The Butterfly Collector by Fred McGavran

Author:  Fred McGavran

New York. Black Lawrence. 2009 (rel. 2010). 191 pages. $16. isbn 978-0-9815899-5-4

The Butterfly Collector by Fred McGavran

"The link between butterflies and dreams is poorly understood." So begins the title story of this wry and witty collection, narrated by a henpecked husband who, it turns out, has Alzheimer's disease. So the reader has doubts, even as the story begins. It is not just unusual; it is bizarre for the narrator to be the victim of a mental condition he can't control. But his condition isn't pitiable; it is comical. He is collecting butterflies by catching them in his hand, not in a net, and not outdoors but in the insect cage of a zoo, muttering to himself as he does so, about how boring his wife and her mother are, about how glad he is to capture a butterfly and take it home with him, where he can release it and marvel at its fluttering, which conjures up exotic and colorful images in his muddled brain. One can imagine James Thurber drawing a cartoon of him.

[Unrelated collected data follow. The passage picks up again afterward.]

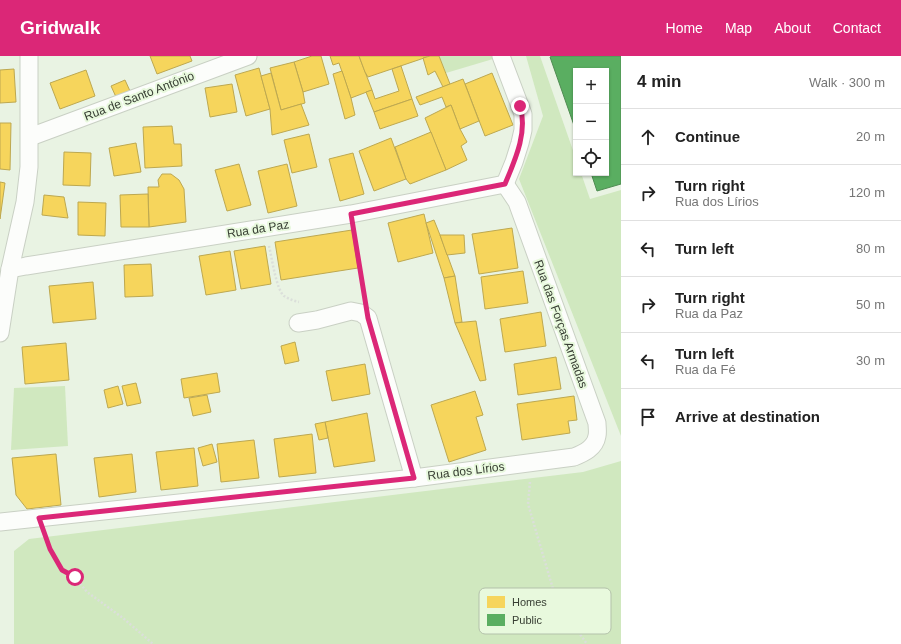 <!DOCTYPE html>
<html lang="en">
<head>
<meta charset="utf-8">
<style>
  :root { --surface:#fff; --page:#f6f6f6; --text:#222; --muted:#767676; --line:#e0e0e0; --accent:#db2777 }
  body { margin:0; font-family:Arial,sans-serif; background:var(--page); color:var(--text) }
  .controls { position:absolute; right:12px; top:12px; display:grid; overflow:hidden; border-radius:0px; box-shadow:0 1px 3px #0004 }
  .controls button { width:36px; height:36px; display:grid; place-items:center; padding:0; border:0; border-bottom:1px solid var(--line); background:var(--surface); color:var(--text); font:20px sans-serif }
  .stop { position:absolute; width:12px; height:12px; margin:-9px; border:3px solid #db2777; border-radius:50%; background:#fff }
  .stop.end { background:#db2777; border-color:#fff; box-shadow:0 1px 4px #0008 }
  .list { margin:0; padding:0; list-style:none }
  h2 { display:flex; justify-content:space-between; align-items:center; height:52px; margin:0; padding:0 16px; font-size:17px }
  h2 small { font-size:13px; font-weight:400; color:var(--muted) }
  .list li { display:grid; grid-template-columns:26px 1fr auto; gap:12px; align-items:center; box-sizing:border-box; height:56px; padding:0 16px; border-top:1px solid var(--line) }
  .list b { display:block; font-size:15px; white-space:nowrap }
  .list p { margin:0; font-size:13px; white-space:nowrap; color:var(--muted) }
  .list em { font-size:13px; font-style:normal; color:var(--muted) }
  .icon { flex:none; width:22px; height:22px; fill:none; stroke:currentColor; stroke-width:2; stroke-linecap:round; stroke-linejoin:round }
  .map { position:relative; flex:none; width:621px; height:588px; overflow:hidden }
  header { display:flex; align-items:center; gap:24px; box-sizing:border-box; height:56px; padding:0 20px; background:var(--accent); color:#fff }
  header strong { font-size:19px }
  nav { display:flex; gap:22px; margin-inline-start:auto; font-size:14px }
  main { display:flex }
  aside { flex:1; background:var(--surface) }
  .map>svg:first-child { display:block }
  .green { fill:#d0e8bf }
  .homes { fill:#f6d55c; stroke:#bda850 }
  .public { fill:#5aae61; stroke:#508c53 }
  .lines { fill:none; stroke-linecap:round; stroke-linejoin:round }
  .street-casing { stroke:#c9d0c4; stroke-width:19 }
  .path { stroke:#dbdfda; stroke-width:2.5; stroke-dasharray:2 2; stroke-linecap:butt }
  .street { stroke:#fcfdfb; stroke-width:17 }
  .route { stroke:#db2777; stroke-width:5 }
  .labels { text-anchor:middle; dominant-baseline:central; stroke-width:4; stroke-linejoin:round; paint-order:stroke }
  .street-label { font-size:12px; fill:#373e33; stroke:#e8f9dd }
  .key { fill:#e8f9dd; stroke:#b3c1aa; stroke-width:1 }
  .key-label { font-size:11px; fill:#373e33 }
</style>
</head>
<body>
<header>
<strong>Gridwalk</strong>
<nav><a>Home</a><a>Map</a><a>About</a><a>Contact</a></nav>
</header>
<main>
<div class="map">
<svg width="621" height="588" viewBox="0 0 621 588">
  <rect width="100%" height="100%" fill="#e9f3e3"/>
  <g class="green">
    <polygon points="439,0 492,0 493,3 446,17"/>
    <polygon points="526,0 540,0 576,103 576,117 581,117 590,143 621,134 621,380 519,123 543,60"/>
    <polygon points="65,330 68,390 11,394 14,332"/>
    <polygon points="621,405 621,588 14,588 14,495 29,483 583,416"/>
  </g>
  <g class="homes">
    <polygon points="150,0 190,0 192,5 157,18"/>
    <polygon points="312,0 321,0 329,28 303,36 294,6"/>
    <polygon points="330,0 359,0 372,34 351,42 339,7 333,9"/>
    <polygon points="359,0 430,0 368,21 365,16"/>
    <polygon points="430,0 439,0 450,28 443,31 435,15 428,19 423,2"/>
    <polygon points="294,6 303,36 305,47 281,54 270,12"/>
    <polygon points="401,10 412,43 374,56 366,36 372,34 375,43 399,35 392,13"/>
    <polygon points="259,12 270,53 246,60 235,19"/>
    <polygon points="14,13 16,46 0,47 0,14"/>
    <polygon points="86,14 95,40 60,53 50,27"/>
    <polygon points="342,15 351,42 355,59 345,63 333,18"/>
    <polygon points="271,17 281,54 301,48 309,69 272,79 270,53 261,20"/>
    <polygon points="492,17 513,69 485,80 465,28"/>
    <polygon points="463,23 479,65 460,73 451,49 446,51 442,41 420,49 416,41"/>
    <polygon points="125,24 130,35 116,41 111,30"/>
    <polygon points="232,28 237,56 210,61 205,32"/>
    <polygon points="412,43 418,60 380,73 374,56"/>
    <polygon points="451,49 460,73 467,86 461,90 467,104 446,114 425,62"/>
    <polygon points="0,67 11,67 10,114 0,113"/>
    <polygon points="172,70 174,88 181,88 182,110 145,112 143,71"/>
    <polygon points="431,76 446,114 410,128 406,123 395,91"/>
    <polygon points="309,78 317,111 292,117 284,84"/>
    <polygon points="391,82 406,123 374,135 359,95"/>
    <polygon points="136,87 141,116 114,120 109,92"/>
    <polygon points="64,96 91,97 90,130 63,129"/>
    <polygon points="353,97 364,138 340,145 329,103"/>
    <polygon points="239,108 251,149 227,155 215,114"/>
    <polygon points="287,108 297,150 268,157 258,115"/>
    <polygon points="162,118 171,118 179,124 184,133 186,166 149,171 148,131 159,131 158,124"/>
    <polygon points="0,126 5,127 0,163"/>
    <polygon points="148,138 149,171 121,171 120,139"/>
    <polygon points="44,139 64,141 68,162 42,159"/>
    <polygon points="78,146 106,147 105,180 78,179"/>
    <polygon points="424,158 433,197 398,206 388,167"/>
    <polygon points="434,164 440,179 455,220 444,222 426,167"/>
    <polygon points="512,172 518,212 479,218 472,178"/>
    <polygon points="352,174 358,212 281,224 275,186"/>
    <polygon points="440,179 464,179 465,197 447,199"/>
    <polygon points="265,190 271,228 241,233 234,195"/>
    <polygon points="230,195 236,234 206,239 199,200"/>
    <polygon points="151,208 153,240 125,241 124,209"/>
    <polygon points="523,215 528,247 485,253 481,221"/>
    <polygon points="455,220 462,266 455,267 444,222"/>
    <polygon points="93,226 96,263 53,267 49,230"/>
    <polygon points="541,256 546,290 505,296 500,263"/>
    <polygon points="476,265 486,324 480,325 455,267"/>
    <polygon points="295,286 299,305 285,308 281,290"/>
    <polygon points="66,287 69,324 25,328 22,291"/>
    <polygon points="556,301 561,333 518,339 514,308"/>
    <polygon points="365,308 370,338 332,345 326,315"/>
    <polygon points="217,317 220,336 184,342 181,323"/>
    <polygon points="136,327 141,347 127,350 122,330"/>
    <polygon points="118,330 123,348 108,352 104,334"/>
    <polygon points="475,335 483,359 476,361 486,394 449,406 431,349"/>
    <polygon points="207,339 211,356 193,360 189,342"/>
    <polygon points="574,340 577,364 568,365 570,377 522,384 517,348"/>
    <polygon points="367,357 375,405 334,411 325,366"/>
    <polygon points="325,366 328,382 319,384 315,368"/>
    <polygon points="312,378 316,417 279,421 274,383"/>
    <polygon points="254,384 259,422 221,426 217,388"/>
    <polygon points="212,388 217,406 203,410 198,392"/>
    <polygon points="194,392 198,430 161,434 156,396"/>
    <polygon points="56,398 61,449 27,453 16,439 12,402"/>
    <polygon points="132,398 136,436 99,441 94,402"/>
  </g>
  <polygon class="public" points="552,0 621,0 621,128 597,135 591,117 606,117 606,15 576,15 576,75 550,1"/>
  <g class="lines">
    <g class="street-casing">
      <g id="street">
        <polyline points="501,0 523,58 523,74 520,87 514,106 505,128"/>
        <polyline points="30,81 248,0"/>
        <polyline points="10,213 26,210 351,158 505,128"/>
        <polyline points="298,267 317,264 351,255 361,257 368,262 414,422"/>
        <polyline points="0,277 10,213 25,146 29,111 29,0"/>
        <path d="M0,466L414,422L574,401C584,397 595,392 597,380C598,376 597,371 597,367L517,146L505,128"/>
      </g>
    </g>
    <g class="path">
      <polyline points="354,177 364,237"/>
      <path d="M269,190C272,202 276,233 284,240C289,243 294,245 299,246"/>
      <polyline points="530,426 528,448 553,533 565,557 587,588"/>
      <polyline points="46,481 50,493 62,514 75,521 87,536 123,562 153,588"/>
    </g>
    <use href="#street" class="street"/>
  </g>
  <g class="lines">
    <path class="route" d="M75,521L62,514L50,493L39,462L414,422L368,262L351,158L505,128C515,104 528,76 520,50"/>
  </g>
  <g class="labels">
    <g class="street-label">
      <text transform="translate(139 40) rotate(-21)">Rua de Santo António</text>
      <text transform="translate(258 173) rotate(-9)">Rua da Paz</text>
      <text transform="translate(561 268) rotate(70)">Rua das Forças Armadas</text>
      <text transform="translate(466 415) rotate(-7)">Rua dos Lírios</text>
    </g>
  </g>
  <rect x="479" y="532" width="132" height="46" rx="6" class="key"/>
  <rect x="487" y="540" width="18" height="12" fill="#f6d55c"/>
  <rect x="487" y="558" width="18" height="12" fill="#5aae61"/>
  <g class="key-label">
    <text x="512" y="550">Homes</text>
    <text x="512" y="568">Public</text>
  </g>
</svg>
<div class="controls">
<button>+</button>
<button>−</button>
<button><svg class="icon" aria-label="locate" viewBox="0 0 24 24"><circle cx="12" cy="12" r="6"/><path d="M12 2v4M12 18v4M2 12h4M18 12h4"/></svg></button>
</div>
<div class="stop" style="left:75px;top:521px"></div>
<div class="stop end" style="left:520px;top:50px"></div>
</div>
<aside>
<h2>4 min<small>Walk · 300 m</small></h2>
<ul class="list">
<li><svg class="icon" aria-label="ahead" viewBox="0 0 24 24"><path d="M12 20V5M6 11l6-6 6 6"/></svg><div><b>Continue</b></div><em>20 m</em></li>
<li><svg class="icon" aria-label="right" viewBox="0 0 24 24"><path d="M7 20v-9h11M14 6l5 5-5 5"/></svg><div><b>Turn right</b><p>Rua dos Lírios</p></div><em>120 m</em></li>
<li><svg class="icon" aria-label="left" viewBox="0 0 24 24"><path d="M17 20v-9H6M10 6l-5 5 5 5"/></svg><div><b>Turn left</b></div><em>80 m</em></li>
<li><svg class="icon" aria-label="right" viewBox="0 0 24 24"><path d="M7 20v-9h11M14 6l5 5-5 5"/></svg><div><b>Turn right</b><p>Rua da Paz</p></div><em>50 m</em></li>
<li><svg class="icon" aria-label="left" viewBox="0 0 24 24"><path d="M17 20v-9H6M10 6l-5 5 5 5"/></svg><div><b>Turn left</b><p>Rua da Fé</p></div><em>30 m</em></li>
<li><svg class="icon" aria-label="arrive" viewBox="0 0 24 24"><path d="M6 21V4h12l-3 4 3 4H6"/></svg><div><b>Arrive at destination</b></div></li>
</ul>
</aside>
</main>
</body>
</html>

Fred McGavran's characters tend to be eccentrics who inhabit a world of humdrum people from whom they are trying to escape. There is the beautician whose specialty is making corpses appear lifelike in the coffin, the amputee who still nurses his phantom limb, or the young historian who seduced the woman he married with stories of the scandalous behavior of Roman emperors. These eccentrics are distinctive individuals, conscious nonconformists, while the normal people all seem depressingly alike, unaware of how mundane and trivial their lives really are. As you read these stories you find yourself laughing at the misfortunes of those who deliberately break social conventions to avoid boredom and others who are trapped in them and can't break out. Ennui, Baudelaire once wrote, is the besetting sin of bourgeois society, and all McGavran's characters are decidedly bourgeois, whether they are happy or unhappy. They are mostly unhappy, but the author's humorous treatment keeps the reader from pitying them.

The humor is understated and often wicked. There is not a single story without it, and McGavran's fiction is infused with a sort of subdued laughter that bubbles up, no matter how outlandish or implausible the plot. "Breaking Cover," for instance, is about a man whose arm is shrunken from polio but who once killed a bear and loves to tell the story of how he did it, varying it each time so that "the story was either hysterically funny or more frightening than a recurring nightmare." McGavran's narrator may be a lawyer (his own profession when he isn't writing stories), or a real estate agent, or a minister, but he is never exactly the same person, and the setting may be a retirement home or a comfortable suburban house or a hospital, but what goes on is always unpredictable and often startling. If you read him, be prepared for surprises; you won't be disappointed.